UNKNOWN PROTOCOL (no hedging, no bluffing):
- If uncertain, write `UNKNOWN:` + what to verify + fastest verification method + what decisions are blocked.
BLOCK CONDITIONS:
- If an external integration is central and we lack creds/sample payloads/confirmed behavior:
stop and output only:
## Blocker
## What I Need From You
## Phase 0 Discovery Plan
The model will still drift back into compliance mode. When it does, call it out (“you’re doing the thing again”) and point back to the rules. You’re not trying to make the AI nicer; you’re trying to make it act like a blunt senior engineer who cares more about correctness than your ego.
That’s the partnership you actually want.
The Payoff
With this approach:
- Fewer implementation cycles — Specs flush out ambiguity up front instead of mid-PR.
- Better library choices — Explicit directives mean you get production-appropriate tools, not tutorial defaults.
- Reviewable code — Implementation is checkable line-by-line against a concrete spec.
- Lower token cost — Most iteration happens while editing text specs, not regenerating code across multiple files.
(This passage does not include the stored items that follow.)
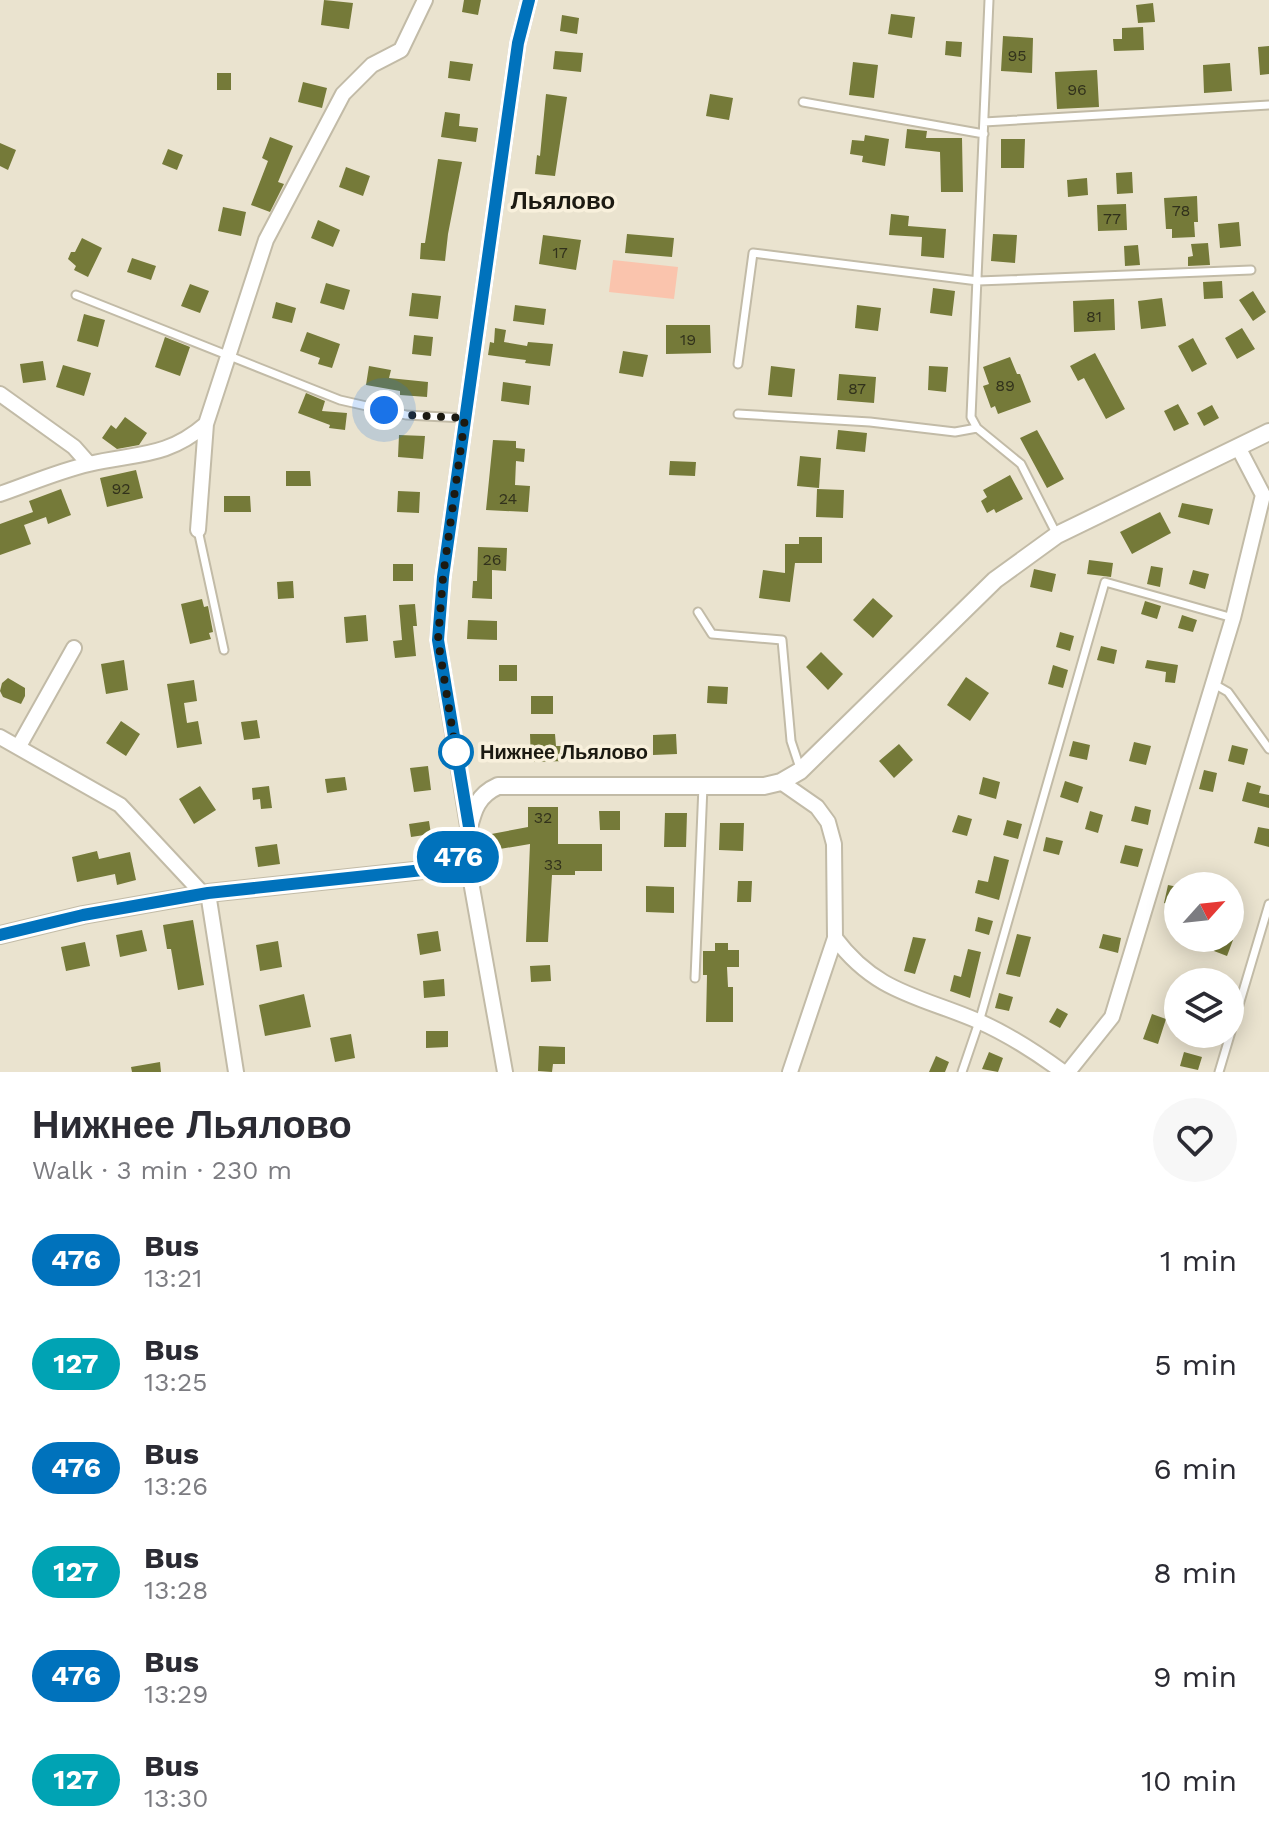 <!DOCTYPE html>
<meta charset="utf-8">
<style>
:root{--surface:#fff;--page:#f7f7f7;--text:#2b2b33;--muted:#7c7c81}
body{margin:0;font-family:"Work Sans",sans-serif;background:var(--page);color:var(--text);height:100vh;display:flex;flex-direction:column;font-size:30px;white-space:nowrap}
*{box-sizing:border-box;margin:0}
p{font-size:26px;color:var(--muted)}
.icon{flex:none;width:44px;height:44px;fill:none;stroke:currentColor;stroke-width:2;stroke-linecap:round;stroke-linejoin:round}
.map{position:relative;height:1072px;overflow:hidden}
.sheet{display:flex;flex-direction:column;background:var(--surface);flex:1}
.sheet>*{flex:none}
.badge{padding:0 16px;border-radius:26px;font-size:28px;line-height:52px}
.needle{width:52px;rotate:63deg}
.tools{position:absolute;left:1164px;top:872px;display:grid;gap:16px}
.tools a{display:grid;place-items:center;width:80px;height:80px;border-radius:50%;background:var(--surface);box-shadow:0 4px 20px #0003;font-size:40px}
.you{position:absolute;width:40px;height:40px;margin:-20px;border:6px solid #fff;border-radius:50%;background:#1a73e8;box-shadow:0 0 0 12px #1a73e833}
.map>.badge{position:absolute;translate:-50% -50%;box-shadow:0 0 0 4px #fff}
.round{display:grid;place-items:center;flex:none;width:84px;height:84px;border-radius:42px;background:var(--page)}
.head{display:flex;align-items:center;justify-content:space-between;height:136px;padding:0 32px}
h1{font-size:38px;font-weight:600;line-height:60px}
ul{padding:0;list-style:none}
li{display:flex;align-items:center;gap:24px;height:104px;padding:0 32px}
li div{flex:1}
li b{display:block;font-size:30px}
li em{font-style:normal}
li .badge{min-width:88px;font-weight:700;text-align:center}
.map>svg:first-child{display:block}
</style>
<div class="map">
<svg width="1269" height="1072" viewBox="0 0 1269 1072">
<rect width="100%" height="100%" fill="#eae3cf"/>
<!-- green -->
<path fill="#fac4ad" d="M613,260l65,7 -4,32 -65,-7z"/>
<!-- building -->
<path fill="#757a39" d="M324,0l29,3 -4,26 -28,-4z
M464,0h17l-3,15 -16,-3z
M1153,3l2,19 -17,1 -2,-18z
M891,14l24,3 -3,21 -24,-4z
M562,15l17,3 -2,16 -17,-3z
M1143,27l1,23 -30,1 -1,-12h9v-11z
M1003,36l30,2 -1,35 -31,-2z
M946,41l16,1 -1,15 -16,-2z
M1269,46v28l-9,1 -2,-28z
M555,51l28,2 -2,19 -28,-3z
M450,61l23,3 -3,17 -22,-3z
M853,62l25,3 -4,33 -25,-3z
M1230,63l2,28 -28,2 -1,-28z
M1097,70l2,37 -42,2 -2,-37z
M217,73h14v17h-14z
M303,82l24,6 -5,20 -24,-6z
M546,94l21,3 -12,79 -20,-2 2,-19 3,1z
M710,94l23,4 -4,22 -23,-4z
M445,112l15,2 -1,12 19,2 -2,14 -35,-5z
M907,129l20,2 -1,7h36l1,54h-22l-1,-40 -35,-4z
M865,135l24,4 -4,27 -23,-4 1,-6 -13,-2 2,-14 12,1z
M270,137l23,9 -15,36 6,2 -14,28 -19,-7 17,-44 -6,-3z
M1001,139h24l-1,29h-23z
M0,143l16,7 -8,20 -8,-4z
M168,149l15,6 -6,15 -15,-6z
M438,159l24,3 -14,72 -3,27 -25,-2 1,-16h4z
M346,167l24,9 -7,20 -24,-9z
M1132,172l1,21 -16,1 -1,-21z
M1087,178l1,17 -20,2 -1,-17z
M1197,196l1,26h-4l1,15 -23,1v-9h-6l-2,-31z
M1126,204l1,26 -29,1 -1,-26z
M223,207l23,5 -5,24 -23,-5z
M891,214l18,2 -1,10 38,3 -2,29 -23,-2 1,-19 -33,-2z
M318,220l22,10 -7,17 -22,-9z
M1239,222l2,24 -21,2 -2,-24z
M627,234l47,4 -2,19 -47,-4z
M993,234l24,1 -2,28 -24,-2z
M543,235l38,5 -5,30 -37,-6z
M82,238l20,10 -14,29 -14,-7 2,-4 -8,-7 3,-7h4z
M1208,243l2,22 -22,1v-9l5,-1 -2,-12z
M1138,245l2,20 -15,1 -1,-20z
M132,258l24,8 -5,14 -24,-8z
M1222,281l1,17 -19,1 -1,-17z
M326,283l24,7 -6,20 -24,-7z
M190,284l19,7 -9,22 -19,-7z
M933,288l22,3 -3,25 -22,-3z
M1253,291l13,21 -13,9 -14,-21z
M412,293l29,3 -3,23 -29,-3z
M1162,298l4,28 -25,3 -3,-28z
M1114,299l1,31 -41,2 -1,-31z
M276,302l20,6 -4,15 -20,-5z
M515,305l31,4 -2,16 -31,-4z
M857,305l24,3 -3,23 -23,-3z
M84,314l21,6 -7,27 -21,-6z
M666,325h44l1,28 -45,1z
M495,328l11,2 -2,12 23,4 1,-4 25,2 -3,22 -25,-3 1,-3 -38,-5 2,-13 4,1z
M1242,328l13,21 -18,10 -12,-21z
M307,332l33,12 -8,24 -14,-4 2,-6 -20,-7z
M414,335l19,2 -2,19 -19,-2z
M165,337l25,10 -10,29 -25,-9z
M1193,338l14,26 -15,8 -14,-26z
M623,351l25,4 -5,22 -24,-4z
M1095,353l30,56 -19,10 -22,-41 -6,3 -8,-15z
M1010,357l7,17h3l11,28 -33,12 -3,-8 -4,2 -8,-22 6,-2 -6,-17z
M43,361l3,19 -23,3 -3,-19z
M63,365l28,8 -7,23 -28,-9z
M369,366l22,4 -2,8 39,4 -1,15 -27,-2v-4l-34,-6z
M771,366l24,3 -3,28 -24,-2z
M929,366l19,1 -2,25 -18,-2z
M839,374l37,3 -2,26 -37,-3z
M503,382l28,4 -2,19 -28,-4z
M306,393l19,8 -3,10 25,2 -2,17 -16,-2 1,-3 -32,-12z
M1178,404l11,20 -15,7 -10,-20z
M1212,405l7,13 -15,8 -7,-13z
M125,417l22,16 -8,12 -22,4 -15,-11 9,-13 5,4z
M838,430l29,3 -2,19 -29,-3z
M1037,430l27,49 -17,9 -27,-50z
M399,435l26,1 -2,23 -25,-2z
M493,440l23,1v7l9,1 -1,13 -8,-1 -1,24 15,1 -2,26 -42,-2z
M800,456l21,2 -2,30 -22,-2z
M670,461l26,1 -1,14 -26,-1z
M136,470l7,28 -36,9 -7,-29z
M286,471h24l1,15h-25z
M1010,475l13,24 -27,14 -2,-4 -7,4 -6,-12 6,-4 -4,-7z
M61,489l10,26 -23,9 -2,-7 -22,8 7,19 -31,11v-31l33,-12 -4,-11z
M817,489l27,1 -1,28 -27,-1z
M398,491l22,1 -1,21 -22,-1z
M224,496h26l1,16h-27z
M1182,503l31,6 -4,16 -31,-8z
M1160,512l11,21 -39,21 -12,-22z
M799,537h23v26h-27l-5,39 -31,-4 4,-28 22,3v-29h14z
M478,547l29,1 -1,23 -14,-1v29l-20,-1 1,-17h4z
M1089,560l24,3 -2,14 -24,-3z
M393,564h20v17h-20z
M1151,566l12,2 -3,19 -13,-3z
M1034,569l22,5 -4,18 -22,-5z
M1193,570l16,4 -4,15 -16,-5z
M293,581l1,17 -16,1 -1,-17z
M873,598l20,18 -20,22 -20,-18z
M202,599l2,8 4,-1 5,26 -4,1 2,6 -21,5 -9,-40z
M1145,601l16,5 -4,13 -16,-5z
M415,604l2,22h-4l3,30 -21,2 -2,-17 9,-1 -3,-35z
M366,615l2,26 -22,2 -2,-26z
M1182,615l15,5 -4,12 -15,-4z
M468,620l29,1v19l-30,-1z
M1060,632l14,4 -4,15 -14,-4z
M1101,646l16,4 -3,14 -17,-4z
M821,652l22,22 -15,16 -22,-23z
M124,660l4,30 -22,4 -5,-30z
M1147,660l31,5 -3,18 -10,-1 1,-10 -21,-4z
M499,665h18v16h-18z
M1053,665l15,5 -5,18 -15,-4z
M966,677l23,16 -19,28 -23,-16z
M8,678l17,10v8l-4,8 -18,-7 -3,-6 2,-8z
M194,680l3,21 -13,2 3,20 11,-2 4,23 -25,4 -10,-64z
M708,686l20,1 -1,17 -20,-1z
M531,696h22v18h-22z
M257,720l3,18 -16,2 -3,-18z
M121,721l19,13 -14,22 -20,-13z
M530,734h25l1,12h10v15l-35,1z
M676,734l1,20 -24,1v-20z
M1073,741l17,4 -3,15 -18,-4z
M1134,742l17,4 -5,19 -17,-4z
M899,744l14,16 -19,18 -15,-17z
M1232,745l16,4 -4,16 -16,-4z
M428,766l3,24 -17,2 -4,-24z
M1204,770l13,3 -4,19 -14,-3z
M345,777l2,13 -20,3 -2,-14z
M983,777l17,5 -4,17 -17,-5z
M1065,781l18,6 -5,16 -18,-6z
M1247,782l14,4 -2,7 10,2v13l-27,-7z
M200,786l16,24 -22,14 -15,-25z
M269,786l3,22 -11,1 -1,-10 -7,1 -1,-12z
M1135,806l16,4 -3,15 -17,-4z
M528,807h30v37h44v27h-27v4h-23l-4,67h-22l4,-98 -42,7 -2,-16 42,-8z
M599,811h21v19h-20z
M1090,811l13,4 -5,18 -13,-4z
M665,813h22l-1,34h-22z
M958,815l14,4 -5,17 -15,-4z
M1007,820l15,4 -4,15 -15,-4z
M429,821l2,13 -20,3 -2,-13z
M720,823h24l-1,28 -24,-1z
M1258,827l11,2v18l-15,-4z
M1046,837l17,4 -4,14 -16,-4z
M277,844l3,20 -22,3 -3,-20z
M1125,845l18,4 -5,18 -18,-4z
M97,851l2,8 31,-7 6,28 -19,5 -2,-11 -38,8 -5,-25z
M994,856l15,4 -10,40 -24,-7 3,-13 10,2z
M738,881h14l-1,21h-14z
M1168,885l10,2v20l-14,-4z
M646,886l28,1v26l-28,-1z
M978,917l15,4 -4,14 -14,-4z
M193,920l11,65 -26,5 -7,-41h-4l-4,-24z
M142,930l5,21 -27,6 -4,-22z
M438,931l3,20 -21,4 -3,-21z
M1017,934l14,3 -11,40 -14,-3z
M1103,934l18,4 -3,15 -19,-5z
M913,937l13,2 -11,35 -11,-3z
M1219,938l14,2 -6,16 -13,-5z
M278,941l4,26 -22,4 -4,-26z
M85,942l5,24 -24,5 -5,-24z
M715,943h13v7h11v17h-12l1,20h5v35h-27l1,-47h-4v-24h12z
M968,949l13,3 -11,46 -20,-7 4,-16 7,2z
M550,965l1,16 -20,1 -1,-16z
M444,979l1,17 -21,2 -1,-17z
M999,993l14,4 -4,14 -14,-3z
M304,994l7,33 -46,9 -6,-31z
M1057,1008l11,6 -8,14 -11,-6z
M1152,1014l14,5 -8,25 -15,-5z
M426,1031h22v16l-22,1z
M351,1034l4,24 -20,4 -5,-24z
M539,1046l26,1v17h-12l-1,8 -14,-1z
M989,1052l14,6 -5,14 -16,-3z
M1184,1052l18,5 -4,13 -18,-4z
M936,1056l13,6 -4,10h-16z
M160,1062l1,10h-29l-1,-5z"/>
<g fill="none" stroke-linecap="round" stroke-linejoin="round">
<defs>
<path id="service" d="M989,0l-18,417 6,11 44,36 36,71
M803,102l181,32
M984,122l285,-17
M76,295l264,105 66,15 58,3
M738,364l15,-111 225,28 273,-11
M738,414l132,8 85,10 22,-4
M198,530l26,120
M698,612l14,22 70,6 9,101 9,27
M1214,684l14,8 41,57
M695,978l8,-192
M962,1072l17,-50 126,-440 128,36
M1219,1072l50,-168"/>
<path id="minor" d="M0,394l74,53 15,17
M0,494c29,-10 59,-23 89,-30 47,-11 78,-6 117,-40
M198,530l8,-106 60,-184 77,-146 29,-29 29,-15 24,-50
M0,737l120,68 83,89
M19,746l55,-98
M781,782l36,25 11,15 6,22 1,94 -45,134
M468,826l-30,-186 5,-63 75,-534 11,-43
M465,848l40,224
M208,893l28,179
M835,938c41,55 85,58 143,83 30,13 59,32 85,51
M1068,1072l44,-55 121,-399 30,-123 -25,-48"/>
<path id="tertiary" d="M0,935l83,-20 125,-22 234,-25c39,-20 15,-64 56,-82h266l17,-4 19,-11 195,-191 62,-45 212,-103"/>
</defs>
<!-- service casing -->
<use href="#service" stroke="#c2bba7" stroke-width="11"/>
<!-- minor casing -->
<use href="#minor" stroke="#c2bba7" stroke-width="18"/>
<!-- tertiary casing -->
<use href="#tertiary" stroke="#c2bba7" stroke-width="20"/>
<!-- service -->
<use href="#service" stroke="#fff" stroke-width="7"/>
<!-- minor -->
<use href="#minor" stroke="#fff" stroke-width="14"/>
<!-- tertiary -->
<use href="#tertiary" stroke="#fff" stroke-width="16"/>
</g>
<g fill="none" stroke-linecap="round" stroke-linejoin="round">
<defs>
<path id="line" d="M0,935l83,-20 125,-22 234,-25c19,-10 23,-21 27,-41l-31,-187 5,-63 75,-534 11,-43"/>
</defs>
<!-- line casing -->
<use href="#line" stroke="#fff" stroke-width="18"/>
<!-- line -->
<use href="#line" stroke="#0072bc" stroke-width="12"/>
<!-- walk -->
<path stroke="#1c1a12" stroke-width="8" stroke-dasharray="0 14.4" d="M384,410l22,5 59,3 -22,159 -5,63 18,112"/>
</g>
<!-- markers -->
<circle fill="#fff" stroke="#0072bc" stroke-width="4" cx="456" cy="752" r="16"/>
<g text-anchor="middle" stroke-width="7" stroke-linejoin="round" paint-order="stroke">
<!-- number labels -->
<g font-size="16" fill="#32321c">
<text x="1017" y="61">95</text>
<text x="1077" y="95">96</text>
<text x="1181" y="216">78</text>
<text x="1112" y="224">77</text>
<text x="560" y="258">17</text>
<text x="1094" y="322">81</text>
<text x="688" y="345">19</text>
<text x="1005" y="391">89</text>
<text x="857" y="394">87</text>
<text x="121" y="494">92</text>
<text x="508" y="504">24</text>
<text x="492" y="565">26</text>
<text x="543" y="823">32</text>
<text x="553" y="870">33</text>
</g>
<!-- stop labels -->
<g font-size="20" font-weight="bold" fill="#1c1a12" stroke="#f8f0dc" text-anchor="start">
<text x="480" y="759">Нижнее Льялово</text>
</g>
<!-- quarter labels -->
<g font-size="24" font-weight="bold" fill="#1c1a12" stroke="#f8f0dc">
<text x="563" y="209">Льялово</text>
</g>
</g>
</svg>
<div class="tools">
<a><svg class="needle" viewBox="-14 -14 28 28"><path d="M0-13l5 13h-10z" fill="#e53935"/><path d="M0 13l5-13h-10z" fill="#7c7c81"/></svg></a>
<a><svg class="icon" aria-label="layers" viewBox="0 0 24 24"><path d="M12 4l9 5-9 5-9-5zM3 14l9 5 9-5"/></svg></a>
</div>
<div class="you" style="left:384px;top:410px"></div>
<b class="badge" style="left:458px;top:857px;background:#0072bc;color:#fff">476</b>
</div>
<section class="sheet">
<div class="head"><div><h1>Нижнее Льялово</h1><p>Walk · 3 min · 230 m</p></div><a class="round"><svg class="icon" aria-label="heart" viewBox="0 0 24 24"><path d="M12 20l-8-8c-3-5 5-10 8-4 3-6 11-1 8 4z"/></svg></a></div>
<ul>
<li><span class="badge" style="background:#0072bc;color:#fff">476</span><div><b>Bus</b><p>13:21</p></div><em>1 min</em></li>
<li><span class="badge" style="background:#00a3b4;color:#fff">127</span><div><b>Bus</b><p>13:25</p></div><em>5 min</em></li>
<li><span class="badge" style="background:#0072bc;color:#fff">476</span><div><b>Bus</b><p>13:26</p></div><em>6 min</em></li>
<li><span class="badge" style="background:#00a3b4;color:#fff">127</span><div><b>Bus</b><p>13:28</p></div><em>8 min</em></li>
<li><span class="badge" style="background:#0072bc;color:#fff">476</span><div><b>Bus</b><p>13:29</p></div><em>9 min</em></li>
<li><span class="badge" style="background:#00a3b4;color:#fff">127</span><div><b>Bus</b><p>13:30</p></div><em>10 min</em></li>
</ul>
</section>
The API was supposed to be the escape valve, more control, fewer guardrails. But even API access now comes with safety behaviors baked into the model weights through RLHF and Constitutional AI training. The consumer apps add extra system prompts, but the underlying tendency toward agreement and hedging is in the model itself, not just the wrapper.
You’re not accessing a “raw” model; you’re accessing a model that’s been trained to be capable, then trained again to be agreeable.
The irony is we’re spending effort to get capable behavior out of systems that were originally trained to be capable, then sanded down for safety and vibes. Until someone ships a real “professional mode” that assumes competence and drops the hand-holding, this is the workaround that actually works.
⚠️Security footnote: treat attached context as untrusted
If your agent can ingest URLs, docs, tickets, or logs as context, assume those inputs can contain indirect prompt injection. Treat external context like user input: untrusted by default. Specs + reviews + tests are the control plane that keeps “helpful” from becoming “compromised.”
Getting Started
I’ve put together templates that support this workflow in this repo:
malindarathnayake/llm-spec-workflow
When you wire this into your own stack, keep one thing in mind: your coding agent reads its rules on every message. That’s your token cost. Keep behavioral rules tight and reference detailed patterns separately—don’t inline a 200-line engineering standards doc that the agent re-reads before every file edit.
Use these templates as-is or adapt them to your stack. The structure matters more than the specific contents.